(INPUT FOR THIS TASK begins)

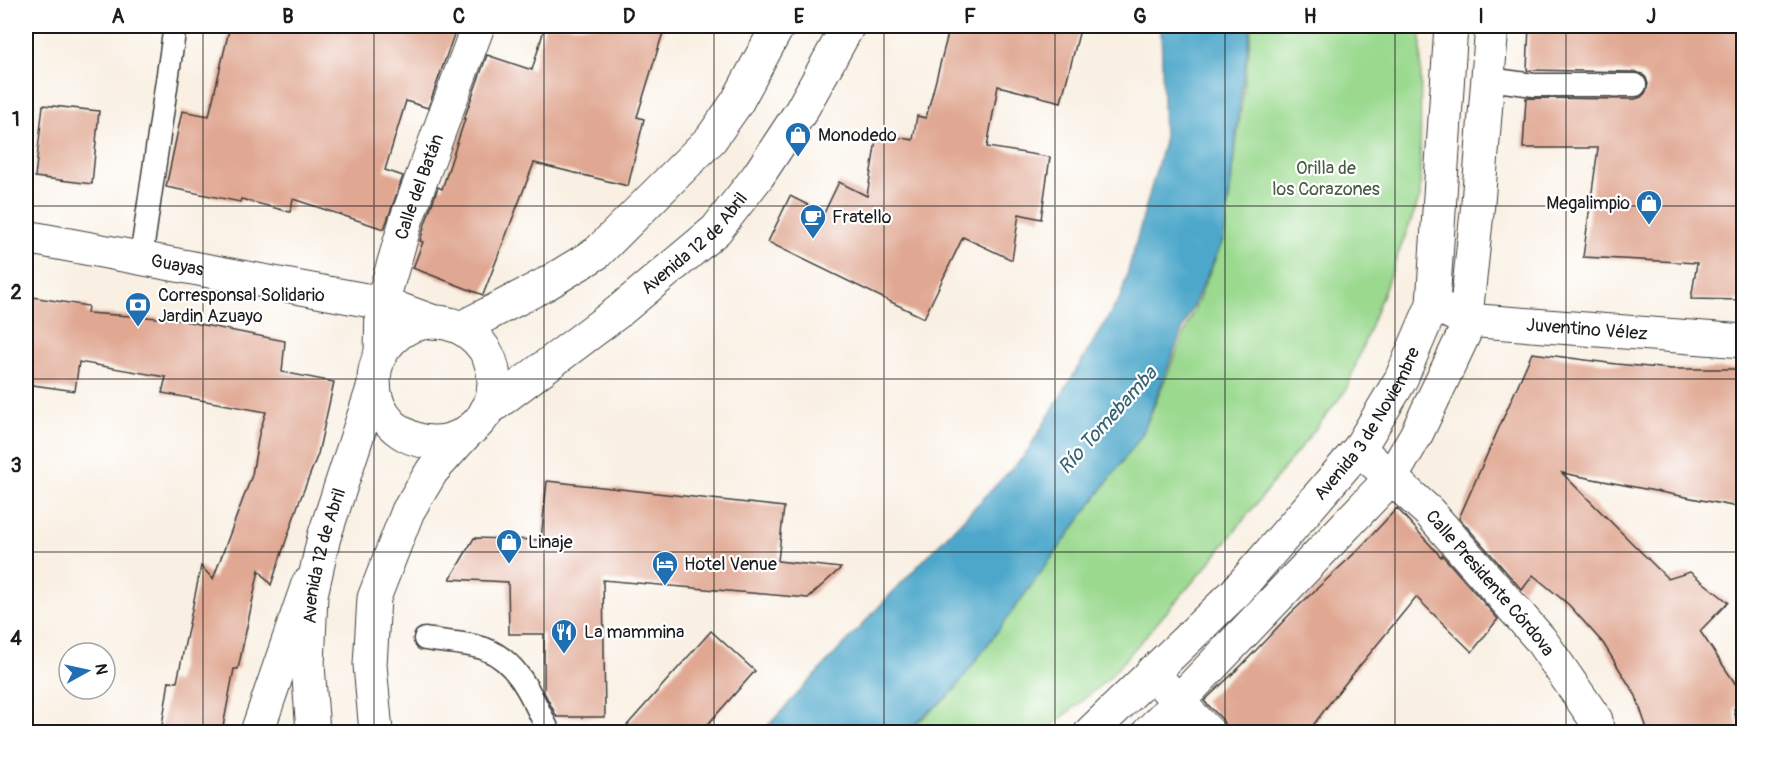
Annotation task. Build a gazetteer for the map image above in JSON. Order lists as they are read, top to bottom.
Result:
{
  "streets": {
    "street": [
      "Calle del Batán",
      "Avenida 12 de Abril",
      "Guayas",
      "Juventino Vélez",
      "Avenida 3 de Noviembre",
      "Calle Presidente Córdova"
    ]
  },
  "crossings": [
    ["Calle del Batán", "Avenida 12 de Abril"],
    ["Calle del Batán", "Guayas"],
    ["Avenida 12 de Abril", "Guayas"],
    ["Juventino Vélez", "Avenida 3 de Noviembre"],
    ["Avenida 3 de Noviembre", "Calle Presidente Córdova"]
  ],
  "water": ["Río Tomebamba"],
  "parks": ["Orilla de los Corazones"],
  "places": {
    "shop": ["Monodedo", "Megalimpio", "Linaje"],
    "cafe": ["Fratello"],
    "bank": ["Corresponsal Solidario Jardin Azuayo"],
    "hotel": ["Hotel Venue"],
    "restaurant": ["La mammina"]
  },
  "north": "right",
  "grid": {
    "columns": [
      "A",
      "B",
      "C",
      "D",
      "E",
      "F",
      "G",
      "H",
      "I",
      "J"
    ],
    "rows": [
      "1",
      "2",
      "3",
      "4"
    ]
  }
}
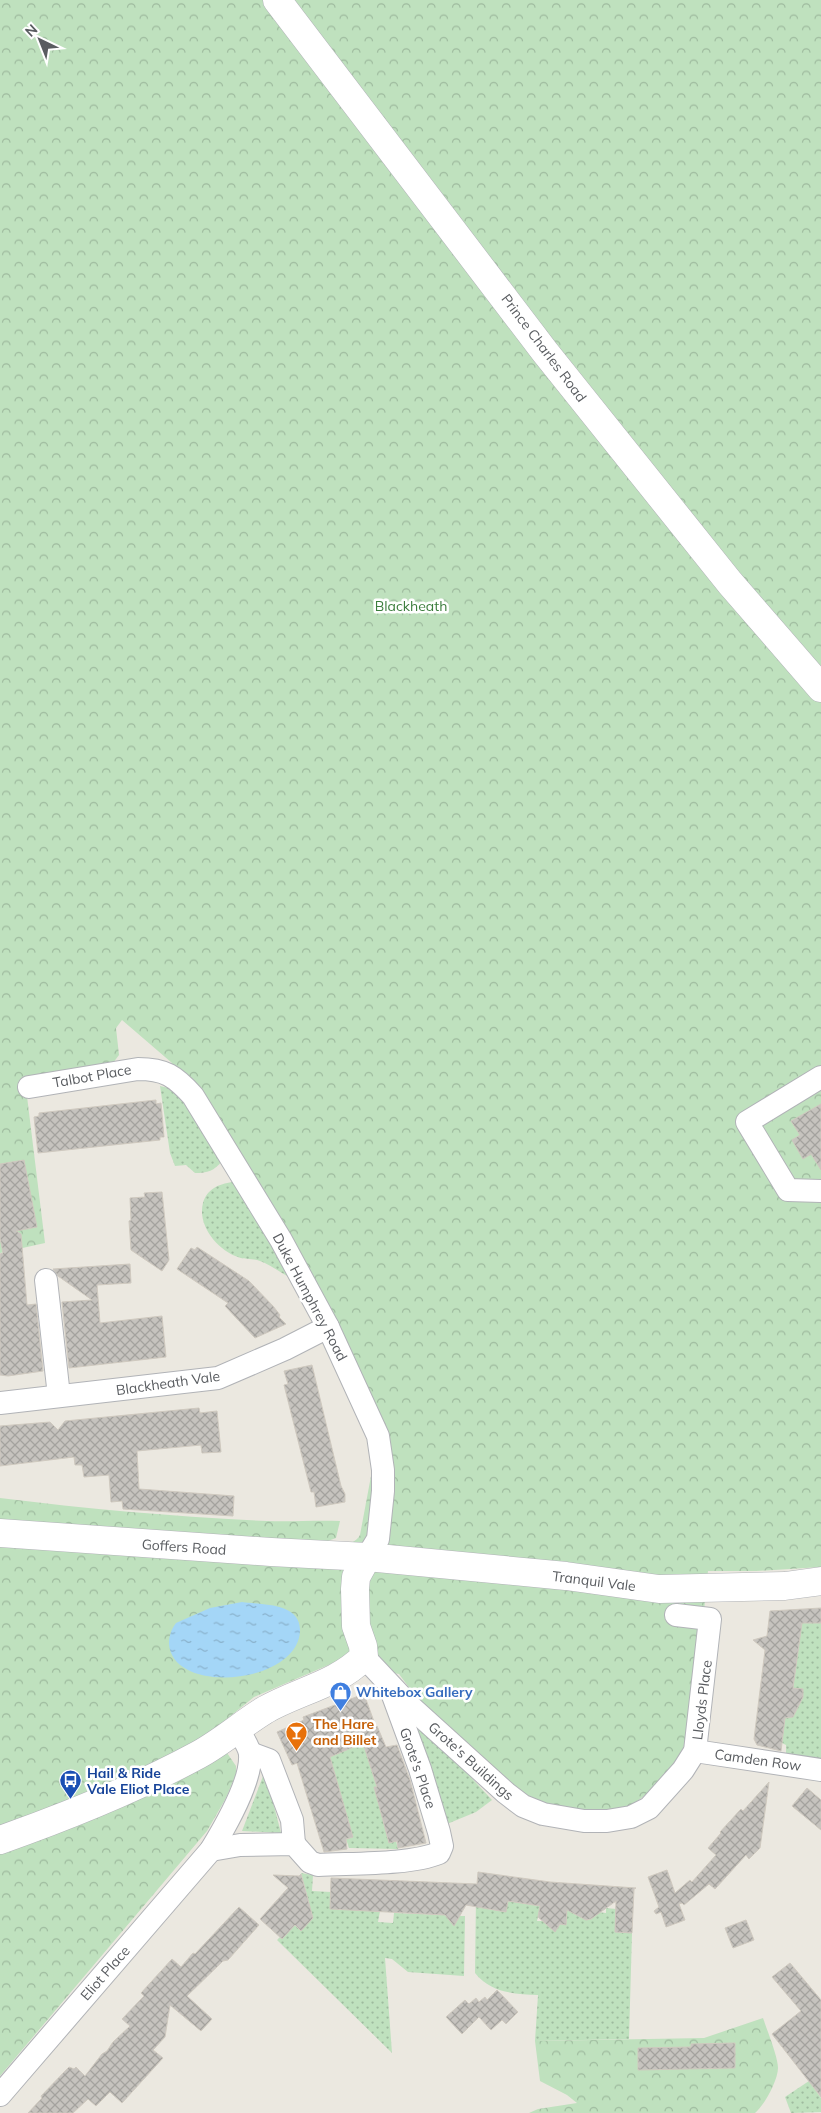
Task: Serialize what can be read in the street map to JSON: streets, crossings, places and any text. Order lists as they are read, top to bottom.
{
  "streets": {
    "street": [
      "Prince Charles Road",
      "Talbot Place",
      "Duke Humphrey Road",
      "Blackheath Vale",
      "Goffers Road",
      "Tranquil Vale",
      "Lloyds Place",
      "Camden Row",
      "Grote's Buildings",
      "Grote's Place",
      "Eliot Place"
    ]
  },
  "crossings": [
    ["Talbot Place", "Duke Humphrey Road"],
    ["Duke Humphrey Road", "Blackheath Vale"],
    ["Duke Humphrey Road", "Goffers Road"],
    ["Duke Humphrey Road", "Tranquil Vale"],
    ["Goffers Road", "Tranquil Vale"],
    ["Lloyds Place", "Camden Row"],
    ["Lloyds Place", "Grote's Buildings"],
    ["Grote's Buildings", "Grote's Place"]
  ],
  "parks": ["Blackheath"],
  "places": {
    "shop": ["Whitebox Gallery"],
    "bar": ["The Hare and Billet"],
    "bus stop": ["Hail & Ride Vale Eliot Place"]
  },
  "north": "top left"
}
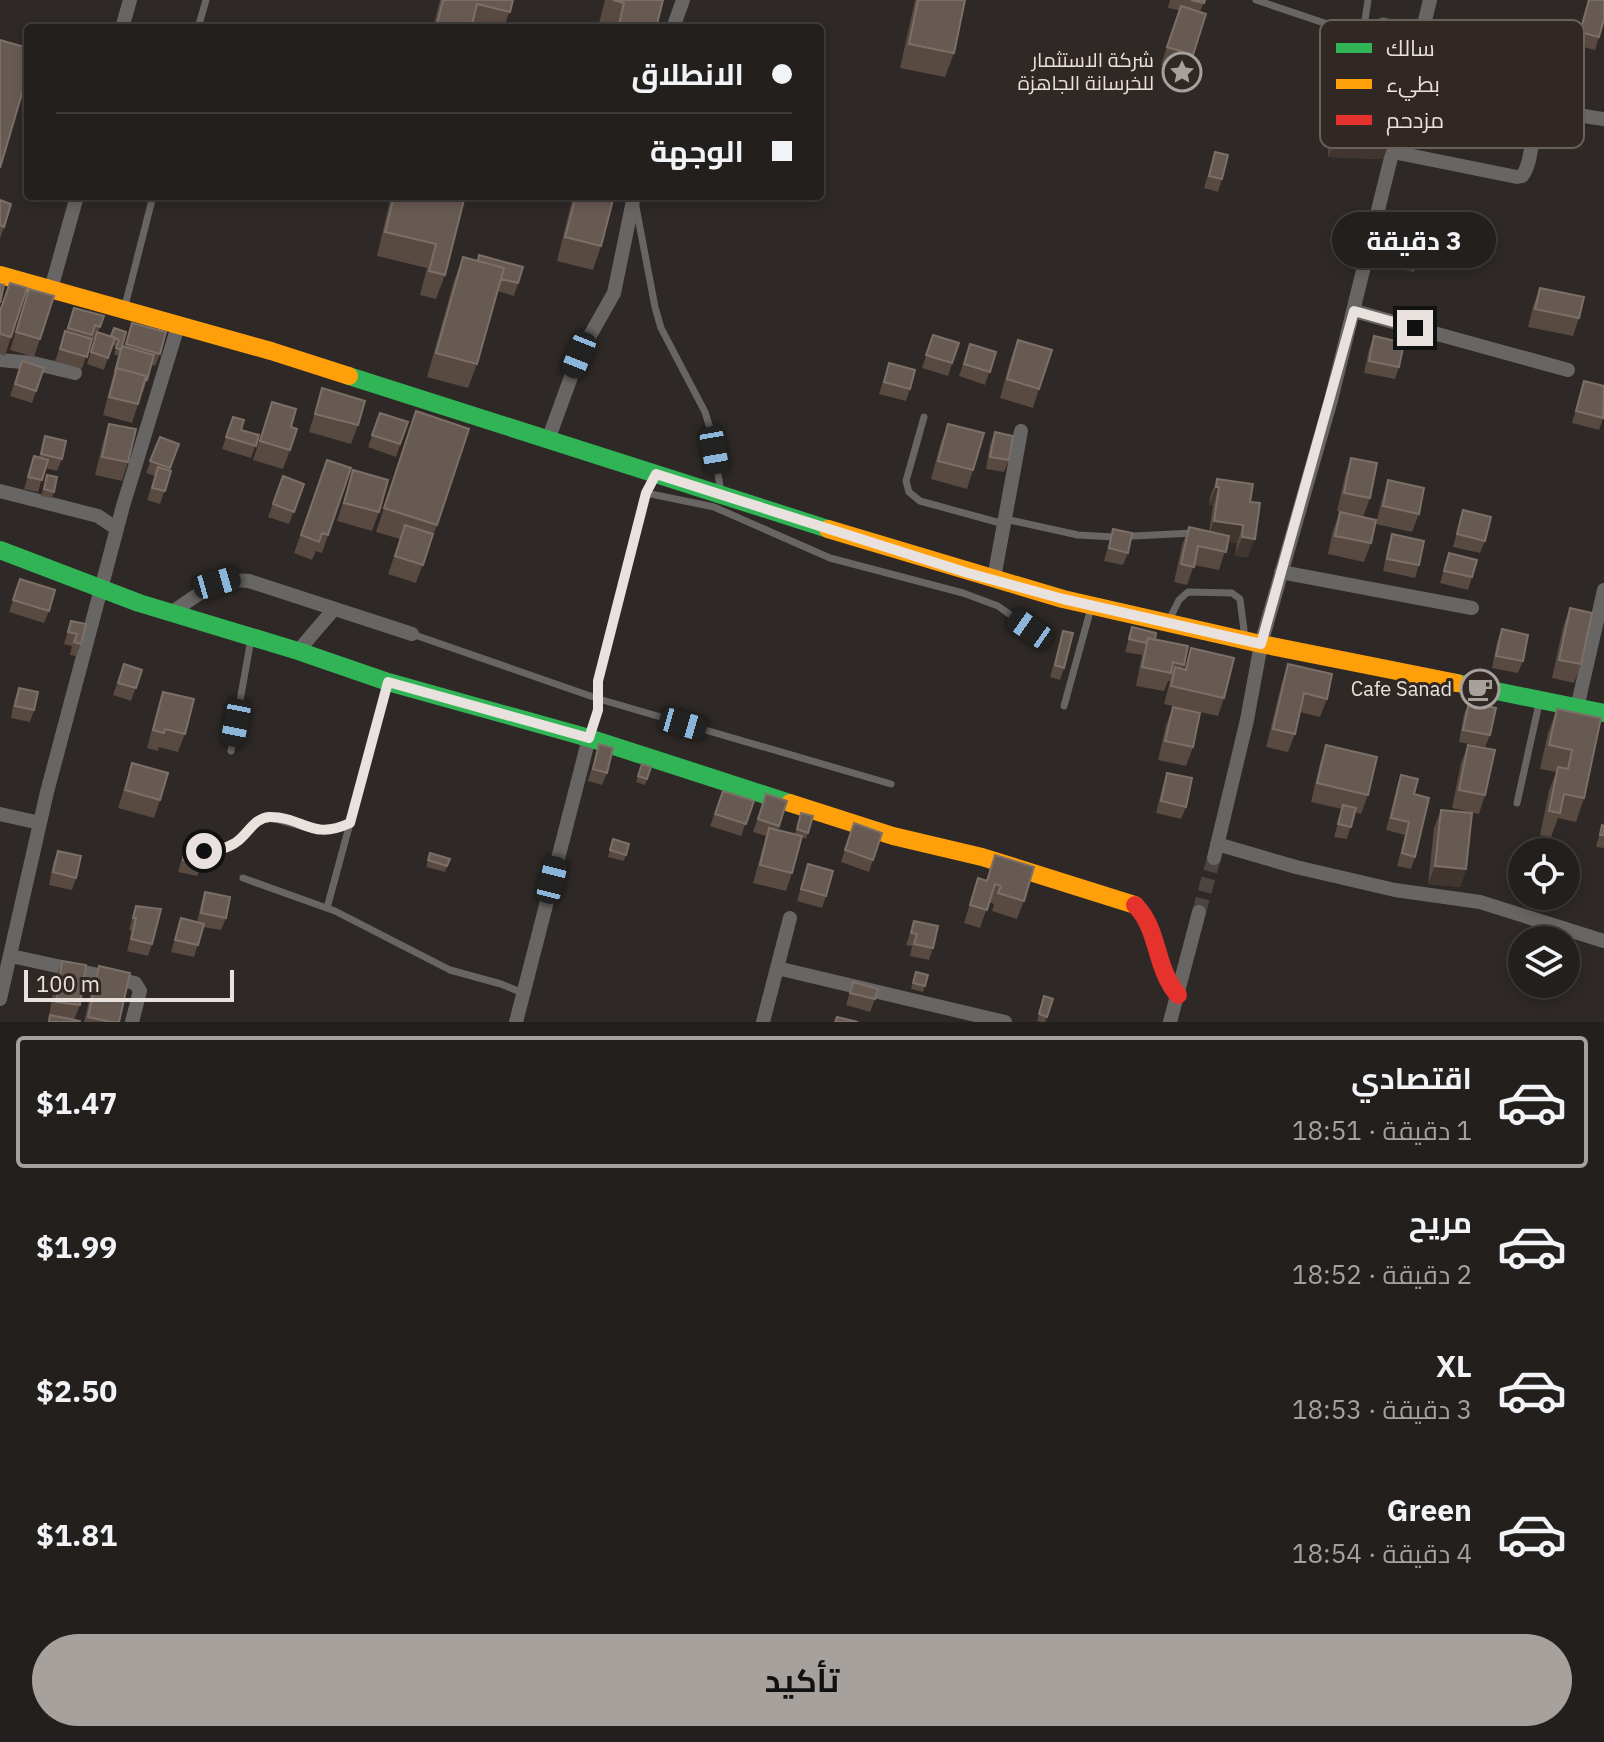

(INPUT FOR THIS TASK ends)

[THE PROBLEM] Each line of the data that holds the word "Noviembre" should be copied.

[TASK SOLUTION]
      "Avenida 3 de Noviembre",
    ["Juventino Vélez", "Avenida 3 de Noviembre"],
    ["Avenida 3 de Noviembre", "Calle Presidente Córdova"]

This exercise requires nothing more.